Another indication in the same sense should be the fact that astronomers all over Italy were there skywatching and saw the lights, and photographed them, and are positive that they were just that, i.e. two of the most prominent planets. Of course, you might also cry "cover-up" by that ugly thing - you know - "official science", but I won't believe that you'd dare to suggest all those hundreds amateur astronomers are all part of the conspiracy, would you? Well, if you happen to glance over astronomy newsgroups, you'll hear them having fun and joking at those UFO buffs who cried "UFO", and blaming "ufologists" (expecially some "leading UFO magazine") for not caring to teach readers how to tell wheat from stuff. As far as the CISU is concerned, we did our homework, but the same cannot be said of others who - not unexpectedly - keep on complaining against those bad "IFOlogists only busy at studying weather balloons" (guess who?).
 
Ah, I won't even mention the fact that several (serious-minded) ufologists also had the (easy) chance to witness the eerie sight on Tuesday evening and had no trouble at confirming it was Jupiter and Venus, though VERY awfully bright. Nor will I add that those two planets had been perfectly visible on the previous evenings, as have been on the (two) following ones, depending only upon cloud coverage for you (or me) to be able to see them (as I did, in fact).
 
(MB) Among the sightings reported to "Notiziario UFO", primarily contradicting the statement is Mr. Filippo Bigazzi's, from San Giovanni Valdarno, who noticed and videoed, in the presence of his relatives, two stationary lights which intermittently appeared and disappeared.
 
(ER) It escapes to me why that description would contradict the identification: surely not the intermittence, I hope (I will not bore you with meteorological info, but would urge you to go out and do some ordinary sky watching, in that case).
 
(MB) Meanwhile at 7.20 PM in Ravenna, Mr. Stefano Matteucci, observed by telescope a three lights formation, with atop a darker square shaped object. Another video was shot in Venice by Mr.
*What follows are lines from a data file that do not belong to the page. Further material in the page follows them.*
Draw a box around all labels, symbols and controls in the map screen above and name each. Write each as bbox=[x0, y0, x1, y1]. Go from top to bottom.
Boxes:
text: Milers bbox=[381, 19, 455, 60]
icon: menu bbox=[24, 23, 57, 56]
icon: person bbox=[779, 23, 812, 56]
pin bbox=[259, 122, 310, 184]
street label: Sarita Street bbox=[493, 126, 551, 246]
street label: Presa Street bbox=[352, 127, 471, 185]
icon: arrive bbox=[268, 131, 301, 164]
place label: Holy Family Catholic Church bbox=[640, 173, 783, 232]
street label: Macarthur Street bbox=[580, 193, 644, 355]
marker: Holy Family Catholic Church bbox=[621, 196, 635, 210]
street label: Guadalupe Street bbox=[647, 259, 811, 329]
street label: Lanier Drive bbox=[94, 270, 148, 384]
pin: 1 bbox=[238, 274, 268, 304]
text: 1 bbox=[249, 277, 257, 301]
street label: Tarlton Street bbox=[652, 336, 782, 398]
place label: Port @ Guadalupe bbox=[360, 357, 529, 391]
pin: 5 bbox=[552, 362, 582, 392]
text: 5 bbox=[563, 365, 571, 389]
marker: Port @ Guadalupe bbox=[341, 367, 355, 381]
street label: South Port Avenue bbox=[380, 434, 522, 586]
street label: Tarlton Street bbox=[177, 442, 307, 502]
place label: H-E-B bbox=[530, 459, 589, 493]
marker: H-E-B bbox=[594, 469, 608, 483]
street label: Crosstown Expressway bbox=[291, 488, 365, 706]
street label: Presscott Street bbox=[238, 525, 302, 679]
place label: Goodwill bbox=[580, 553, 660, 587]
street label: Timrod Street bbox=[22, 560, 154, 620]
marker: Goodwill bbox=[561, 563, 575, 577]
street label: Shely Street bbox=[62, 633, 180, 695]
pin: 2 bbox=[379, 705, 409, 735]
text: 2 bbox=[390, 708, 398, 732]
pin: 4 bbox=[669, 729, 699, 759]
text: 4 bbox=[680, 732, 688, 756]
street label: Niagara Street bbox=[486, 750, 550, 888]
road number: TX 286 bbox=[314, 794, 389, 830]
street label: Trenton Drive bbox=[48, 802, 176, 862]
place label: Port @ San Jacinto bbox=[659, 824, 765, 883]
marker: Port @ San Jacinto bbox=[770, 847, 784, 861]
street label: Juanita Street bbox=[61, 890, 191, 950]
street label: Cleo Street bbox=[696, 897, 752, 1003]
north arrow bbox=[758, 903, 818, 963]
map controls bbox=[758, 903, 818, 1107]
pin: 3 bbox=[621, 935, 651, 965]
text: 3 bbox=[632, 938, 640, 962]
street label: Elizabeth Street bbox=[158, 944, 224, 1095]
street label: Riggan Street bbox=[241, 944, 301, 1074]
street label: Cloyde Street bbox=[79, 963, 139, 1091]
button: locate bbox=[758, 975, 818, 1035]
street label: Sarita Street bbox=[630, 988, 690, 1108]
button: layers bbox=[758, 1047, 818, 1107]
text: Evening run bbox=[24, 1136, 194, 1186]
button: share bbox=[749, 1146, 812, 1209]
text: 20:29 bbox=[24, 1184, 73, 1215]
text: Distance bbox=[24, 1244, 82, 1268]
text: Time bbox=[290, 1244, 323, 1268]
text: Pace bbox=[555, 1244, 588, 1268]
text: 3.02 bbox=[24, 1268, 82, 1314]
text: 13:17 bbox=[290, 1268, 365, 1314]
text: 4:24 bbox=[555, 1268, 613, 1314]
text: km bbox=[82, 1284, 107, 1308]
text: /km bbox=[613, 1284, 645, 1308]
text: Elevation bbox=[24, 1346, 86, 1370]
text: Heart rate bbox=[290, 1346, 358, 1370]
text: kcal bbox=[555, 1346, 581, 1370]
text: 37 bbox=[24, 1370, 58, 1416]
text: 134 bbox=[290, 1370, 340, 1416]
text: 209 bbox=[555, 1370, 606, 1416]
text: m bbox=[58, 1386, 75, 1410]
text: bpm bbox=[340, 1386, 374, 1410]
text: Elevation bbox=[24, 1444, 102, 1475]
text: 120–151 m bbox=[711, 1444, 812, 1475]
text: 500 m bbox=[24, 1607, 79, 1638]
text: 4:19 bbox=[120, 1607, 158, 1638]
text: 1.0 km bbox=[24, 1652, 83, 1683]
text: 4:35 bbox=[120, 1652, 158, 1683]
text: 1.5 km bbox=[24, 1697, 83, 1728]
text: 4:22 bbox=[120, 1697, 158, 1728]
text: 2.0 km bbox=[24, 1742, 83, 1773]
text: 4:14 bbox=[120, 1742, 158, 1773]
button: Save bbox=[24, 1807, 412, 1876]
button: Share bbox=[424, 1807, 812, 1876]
Federico Provoleri who caught a bright moving object.
 
(ER) What has it all to do with those two, motionless lights in the western sky?
 
It reminds me of that time that when I wrote an article in "Notiziario UFO" (yes, the mag you are now editor of, but it was 20 years ago) and revealed that Venus was the cause for a celebrated UFO sighting in Naples, on December 18, 1978: a local ufologist tried to contradict me by claiming that a ship in the bay had been hit by something underwater, that morning! What could I say in answer?
 
(MB) The UFO flap of 23 February takes its place within a context of a sudden intense series of sightings all over Italy,
 
(ER) That may have helped to set the stage for a UFO "reference structure" even for such a seemingly un-ufological sight as two planets.
 
It's not been the first time. It won't be the last.
 
But it's a real shame that people calling themselves ufologists still cannot learn from a 50-years-long history and admit when a planet is not a UFO. Aren't there enough high strangeness reports, that you have to ride one-hour-long sightings of some motionless light in the sky? Ufology is much more a serious matter than that.